Nei due principali episodi della crisi che s’è innescata nel Golfo — i già citati abbattimento del Global Hawk e il sequestro della petroliera inglese — abbiamo (ri)sentito parlare dei Pasdaran, il Corpo delle guardie della rivoluzione islamica iraniano (Irgc), come responsabili. Credo che per analizzare le dinamiche di questa crisi, valga la pena spiegare di cosa parliamo.

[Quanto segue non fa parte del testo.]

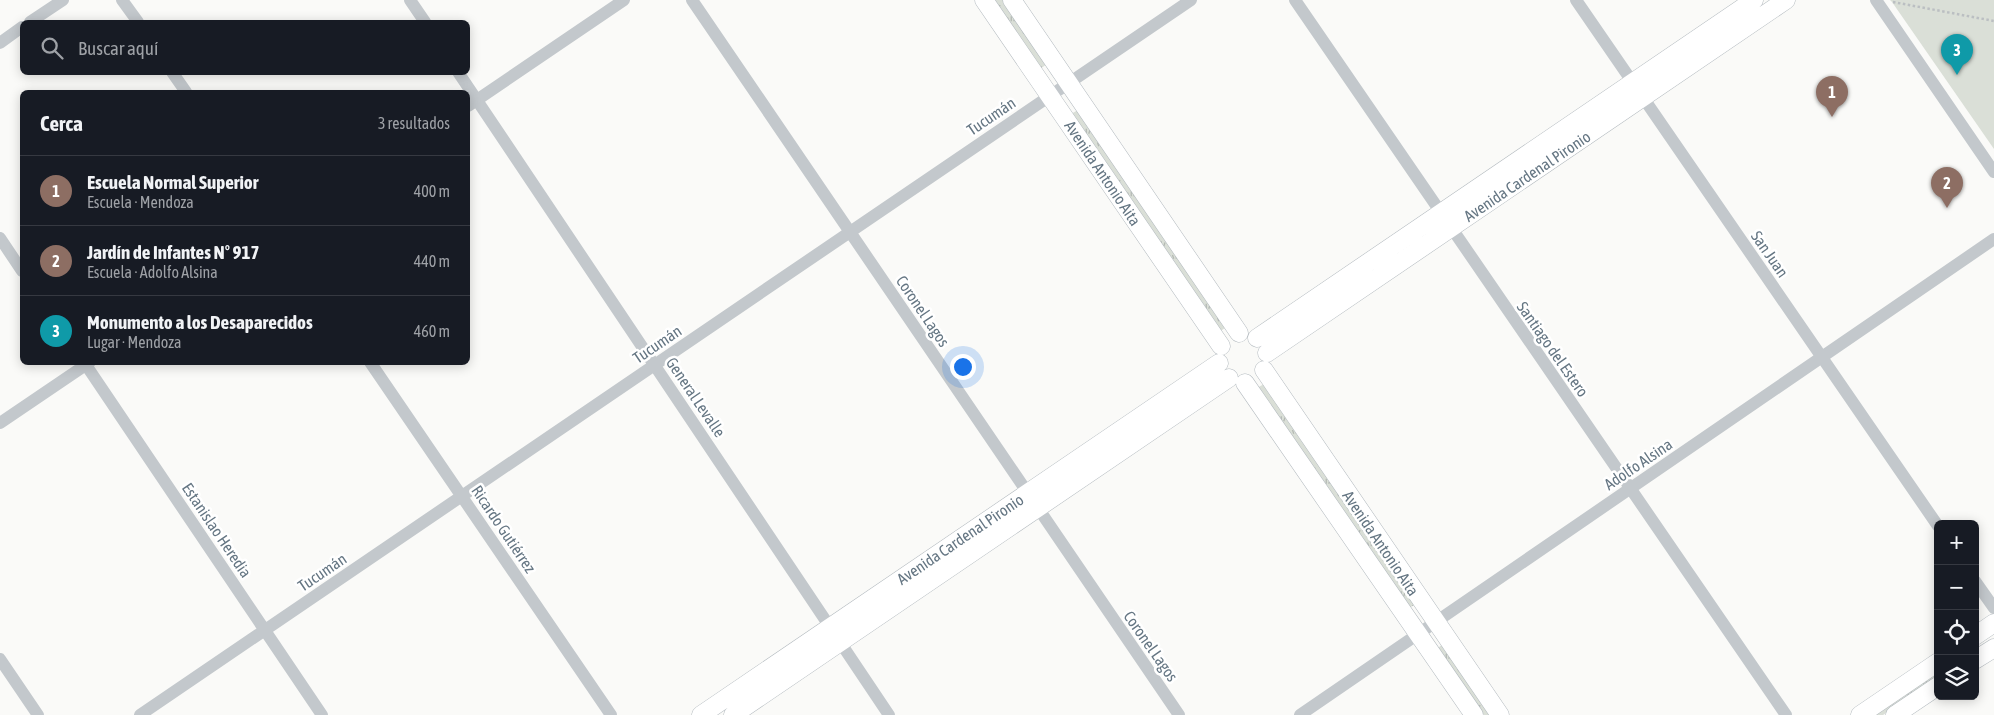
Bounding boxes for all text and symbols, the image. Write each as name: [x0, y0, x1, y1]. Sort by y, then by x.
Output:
search box: [20, 20, 470, 75]
icon: search: [38, 34, 66, 62]
pin: 3: [1941, 34, 1973, 75]
text: Buscar aquí: [78, 37, 158, 59]
pin: 1: [1816, 76, 1848, 117]
street label: Tucumán: [963, 93, 1019, 139]
text: Cerca: [40, 111, 83, 135]
text: 3 resultados: [378, 114, 450, 132]
street label: Avenida Antonio Aita: [1061, 117, 1145, 229]
street label: Avenida Cardenal Pironio: [1460, 127, 1594, 225]
pin: 2: [1931, 167, 1963, 208]
text: Escuela Normal Superior: [87, 171, 258, 193]
text: 1: [52, 182, 60, 200]
text: 400 m: [414, 182, 450, 200]
text: Escuela · Mendoza: [87, 193, 194, 211]
street label: San Juan: [1748, 227, 1792, 281]
text: Jardín de Infantes N° 917: [87, 241, 259, 263]
text: 2: [52, 252, 60, 270]
text: 440 m: [414, 252, 450, 270]
text: Escuela · Adolfo Alsina: [87, 263, 218, 281]
street label: Coronel Lagos: [892, 272, 954, 351]
street label: Santiago del Estero: [1513, 298, 1592, 400]
text: Monumento a los Desaparecidos: [87, 311, 313, 333]
street label: Tucumán: [629, 321, 685, 367]
text: 3: [52, 322, 60, 340]
text: 460 m: [414, 322, 450, 340]
text: Lugar · Mendoza: [87, 333, 181, 351]
street label: General Levalle: [663, 354, 729, 440]
your location: [950, 354, 976, 380]
street label: Adolfo Alsina: [1601, 435, 1675, 493]
street label: Estanislao Heredia: [179, 479, 255, 581]
street label: Ricardo Gutiérrez: [468, 482, 540, 576]
street label: Avenida Antonio Aita: [1339, 487, 1423, 599]
street label: Avenida Cardenal Pironio: [893, 490, 1027, 588]
map controls: [1934, 520, 1979, 700]
button: +: [1934, 520, 1979, 565]
street label: Tucumán: [294, 549, 350, 595]
button: −: [1934, 565, 1979, 610]
street label: Coronel Lagos: [1119, 607, 1182, 686]
button: locate: [1934, 610, 1979, 655]
button: layers: [1934, 655, 1979, 700]

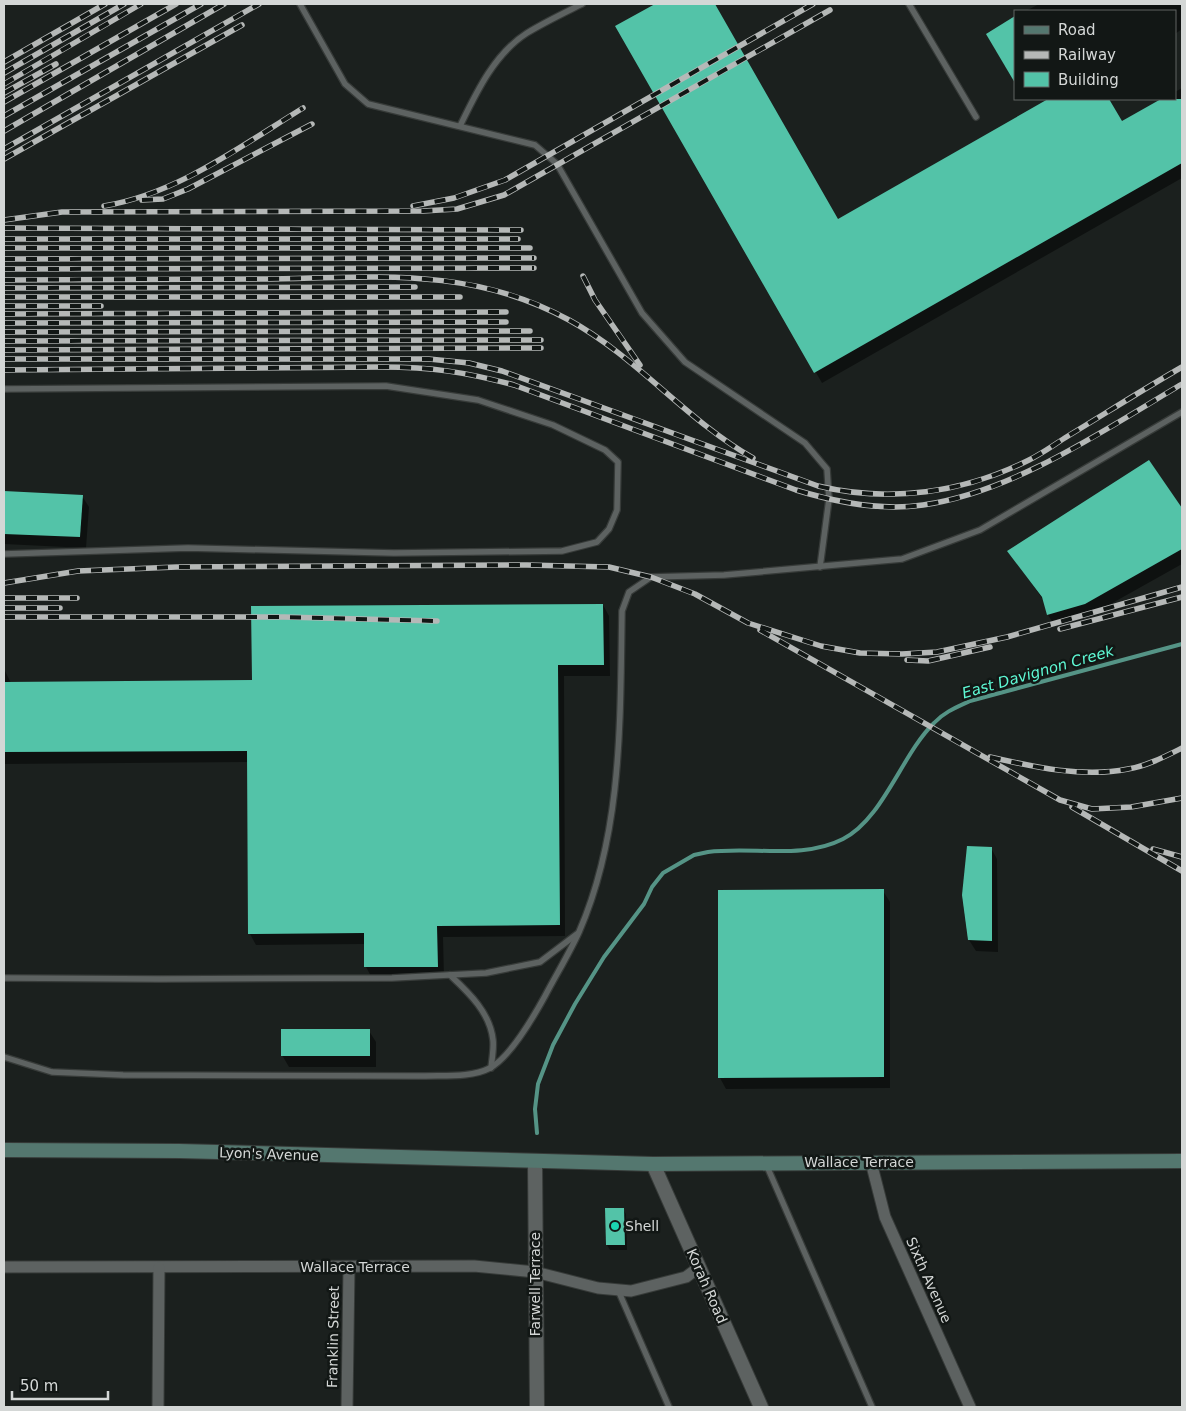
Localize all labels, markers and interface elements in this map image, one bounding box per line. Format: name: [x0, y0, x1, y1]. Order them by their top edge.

Quando ci si riferisce ai Pasdaran bisogna tener conto che sono una realtà molto complessa e articolata. Buona parte delle informazioni di fonte aperta disponibili sulla Sepah-e Pasdaran sono il frutto di stereotipi, interpretazioni strumentali o semplici fantasie di commentatori estemporanei. Si tratta invece di un vero e proprio “sistema”, che include una componente militare (una delle due presenti in Iran), ma anche e soprattutto una componente economico-industriale e politica.
Quanto sono compatti?
Il “sistema” dei Pasdaran, come tale, include anche molte differenti posizioni ideologiche, così come approcci differenti alla gestione della politica internazionale e di sicurezza. Basti pensare alle grandi differenze ad esempio tra esponenti di spicco dell’Irgc come il generale Soleimani, comandante della Quds Force, un raffinato stratega (raffigurato dagli occidentali tuttavia come un mero fanatico), e l’attuale comandante generale Salami, che invece ha un profilo più marcatamente politico.
Differenze tenute insieme dalla Guida, però?
Le diverse componenti di questo “sistema” si raccordano saldamente nell’ambito dell’infrastruttura istituzionale, in particolar modo nell’ambito dell’Ufficio della Guida, che è di fatto un vero e proprio ministero, nell’ambito del quale viene gestita buona parte dell’attività negoziale sul piano della politica.
La figura istituzionale della Guida (anch’essa purtroppo vittima di uno stereotipo interpretativo che la raffigura come una sorta di monarca assoluto) è il centro vitale di questo sistema. Un primus inter pares, però, non un decisore assoluto autonomo, che interpreta i sentimenti delle diverse anime del sistema e li raccorda all’interno di linee politiche il più possibile rappresentative della maggioranza.
Dunque dietro i Pasdaran c’è una struttura, ma non hanno un’autonomia all’interno del sistema statuale iraniano?
L’idea che l’Ircg sia di fatto una struttura autonoma e indipendente dal contesto politico-istituzionale – e quindi capace di gestire le complesse fasi di una crisi come questa solo all’interno della propria catena di comando – è purtroppo frutto di quegli stereotipi e di quelle semplificazioni funzionali all’attribuzione di un connotato di irrazionalità al paese e alle sue strutture politiche e militari. Un errore interpretativo profondo, che non consente poi di effettuare analisi calibrate e commisurate alla realtà.